Problem statement →
Up to and including the line with "0 #aab6a3) drop-shadow(-1px", please reproduce the lines below exactly, beginning with the first.

── Records to process

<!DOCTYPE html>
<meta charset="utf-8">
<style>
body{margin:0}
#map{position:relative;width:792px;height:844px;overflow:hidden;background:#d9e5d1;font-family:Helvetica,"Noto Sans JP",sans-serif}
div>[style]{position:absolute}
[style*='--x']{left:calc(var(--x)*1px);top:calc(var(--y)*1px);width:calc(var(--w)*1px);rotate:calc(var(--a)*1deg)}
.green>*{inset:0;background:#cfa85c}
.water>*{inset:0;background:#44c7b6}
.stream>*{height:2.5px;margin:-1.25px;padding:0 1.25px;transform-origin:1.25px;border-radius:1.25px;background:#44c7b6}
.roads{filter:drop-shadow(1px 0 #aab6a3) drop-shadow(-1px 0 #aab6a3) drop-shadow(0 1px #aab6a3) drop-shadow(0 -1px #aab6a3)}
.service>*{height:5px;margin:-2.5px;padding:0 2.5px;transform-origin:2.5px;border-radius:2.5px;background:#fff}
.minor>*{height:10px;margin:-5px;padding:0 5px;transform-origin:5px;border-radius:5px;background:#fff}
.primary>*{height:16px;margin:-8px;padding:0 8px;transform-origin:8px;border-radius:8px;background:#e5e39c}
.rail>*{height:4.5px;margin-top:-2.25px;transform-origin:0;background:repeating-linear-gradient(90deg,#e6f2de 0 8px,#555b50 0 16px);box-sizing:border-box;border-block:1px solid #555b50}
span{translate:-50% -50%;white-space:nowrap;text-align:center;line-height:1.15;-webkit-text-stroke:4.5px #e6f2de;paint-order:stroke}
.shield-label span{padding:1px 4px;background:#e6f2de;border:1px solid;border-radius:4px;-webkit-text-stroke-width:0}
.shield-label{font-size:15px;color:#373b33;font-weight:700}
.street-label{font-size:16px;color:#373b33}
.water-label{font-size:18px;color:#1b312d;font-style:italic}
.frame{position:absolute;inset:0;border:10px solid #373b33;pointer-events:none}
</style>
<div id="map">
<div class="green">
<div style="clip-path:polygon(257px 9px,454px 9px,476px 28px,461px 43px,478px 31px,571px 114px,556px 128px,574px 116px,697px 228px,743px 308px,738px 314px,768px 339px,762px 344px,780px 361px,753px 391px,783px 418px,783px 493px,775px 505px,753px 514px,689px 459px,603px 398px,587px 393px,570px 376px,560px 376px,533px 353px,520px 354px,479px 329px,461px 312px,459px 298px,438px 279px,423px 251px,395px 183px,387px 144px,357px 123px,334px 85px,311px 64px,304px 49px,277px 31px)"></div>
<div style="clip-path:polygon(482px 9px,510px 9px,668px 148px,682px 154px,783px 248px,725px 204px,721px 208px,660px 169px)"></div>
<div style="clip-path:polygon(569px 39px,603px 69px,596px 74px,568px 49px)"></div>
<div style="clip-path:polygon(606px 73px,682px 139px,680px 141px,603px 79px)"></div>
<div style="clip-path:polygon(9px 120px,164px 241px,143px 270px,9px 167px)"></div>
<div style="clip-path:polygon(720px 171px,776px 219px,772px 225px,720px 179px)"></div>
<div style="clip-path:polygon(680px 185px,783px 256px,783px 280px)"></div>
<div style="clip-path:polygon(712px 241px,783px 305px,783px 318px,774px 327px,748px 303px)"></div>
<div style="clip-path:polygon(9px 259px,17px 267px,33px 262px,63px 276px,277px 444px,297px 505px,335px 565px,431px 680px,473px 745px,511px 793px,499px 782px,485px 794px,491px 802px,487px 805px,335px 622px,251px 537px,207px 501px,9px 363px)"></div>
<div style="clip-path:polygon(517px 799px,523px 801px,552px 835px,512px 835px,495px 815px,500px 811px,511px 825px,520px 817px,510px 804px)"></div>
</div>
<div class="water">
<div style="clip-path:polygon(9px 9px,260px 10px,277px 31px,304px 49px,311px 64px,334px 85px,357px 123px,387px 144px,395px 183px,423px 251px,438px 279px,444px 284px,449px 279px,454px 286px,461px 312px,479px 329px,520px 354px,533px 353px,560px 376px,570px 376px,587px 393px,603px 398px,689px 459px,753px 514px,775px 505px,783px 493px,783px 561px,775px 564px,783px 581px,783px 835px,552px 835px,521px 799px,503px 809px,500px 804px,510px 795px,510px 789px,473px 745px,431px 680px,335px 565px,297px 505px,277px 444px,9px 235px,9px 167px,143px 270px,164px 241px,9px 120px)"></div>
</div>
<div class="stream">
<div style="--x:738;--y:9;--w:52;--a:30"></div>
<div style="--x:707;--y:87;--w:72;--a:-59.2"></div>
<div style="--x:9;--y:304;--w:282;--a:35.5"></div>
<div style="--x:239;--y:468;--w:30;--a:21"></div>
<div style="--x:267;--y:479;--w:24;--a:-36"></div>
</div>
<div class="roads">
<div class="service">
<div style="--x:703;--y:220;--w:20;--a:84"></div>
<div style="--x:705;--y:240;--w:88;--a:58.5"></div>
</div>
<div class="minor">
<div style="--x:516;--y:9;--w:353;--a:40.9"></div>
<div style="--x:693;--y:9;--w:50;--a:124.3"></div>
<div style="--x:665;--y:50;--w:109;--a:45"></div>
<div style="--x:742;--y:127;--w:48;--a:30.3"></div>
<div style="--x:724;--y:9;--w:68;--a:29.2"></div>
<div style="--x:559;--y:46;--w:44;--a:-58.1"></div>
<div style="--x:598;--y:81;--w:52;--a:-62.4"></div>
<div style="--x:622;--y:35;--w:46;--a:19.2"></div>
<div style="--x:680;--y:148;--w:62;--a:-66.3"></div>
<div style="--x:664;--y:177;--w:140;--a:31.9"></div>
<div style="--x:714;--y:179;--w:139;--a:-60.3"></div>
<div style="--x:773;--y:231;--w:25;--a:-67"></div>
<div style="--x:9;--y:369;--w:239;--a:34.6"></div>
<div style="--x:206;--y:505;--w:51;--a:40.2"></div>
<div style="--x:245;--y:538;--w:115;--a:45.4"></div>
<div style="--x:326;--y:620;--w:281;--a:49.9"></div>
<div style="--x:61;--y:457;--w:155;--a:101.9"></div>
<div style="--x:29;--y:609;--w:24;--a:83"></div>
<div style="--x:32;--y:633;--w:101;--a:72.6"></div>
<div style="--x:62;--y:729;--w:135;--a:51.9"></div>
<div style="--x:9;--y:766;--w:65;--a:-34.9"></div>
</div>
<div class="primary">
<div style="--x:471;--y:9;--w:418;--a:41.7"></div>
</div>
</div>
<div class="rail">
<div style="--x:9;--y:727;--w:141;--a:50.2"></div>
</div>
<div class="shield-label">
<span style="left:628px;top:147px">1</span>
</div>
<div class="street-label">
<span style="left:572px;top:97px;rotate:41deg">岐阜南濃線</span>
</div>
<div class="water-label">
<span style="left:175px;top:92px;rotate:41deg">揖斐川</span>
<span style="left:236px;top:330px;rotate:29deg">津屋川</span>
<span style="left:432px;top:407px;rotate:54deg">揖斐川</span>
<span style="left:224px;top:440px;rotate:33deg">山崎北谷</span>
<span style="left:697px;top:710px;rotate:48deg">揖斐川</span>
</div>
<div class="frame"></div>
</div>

────

Task response →
<!DOCTYPE html>
<meta charset="utf-8">
<style>
body{margin:0}
#map{position:relative;width:792px;height:844px;overflow:hidden;background:#d9e5d1;font-family:Helvetica,"Noto Sans JP",sans-serif}
div>[style]{position:absolute}
[style*='--x']{left:calc(var(--x)*1px);top:calc(var(--y)*1px);width:calc(var(--w)*1px);rotate:calc(var(--a)*1deg)}
.green>*{inset:0;background:#cfa85c}
.water>*{inset:0;background:#44c7b6}
.stream>*{height:2.5px;margin:-1.25px;padding:0 1.25px;transform-origin:1.25px;border-radius:1.25px;background:#44c7b6}
.roads{filter:drop-shadow(1px 0 #aab6a3) drop-shadow(-1px 0 #aab6a3) drop-shadow(0 1px #aab6a3) drop-shadow(0 -1px #aab6a3)}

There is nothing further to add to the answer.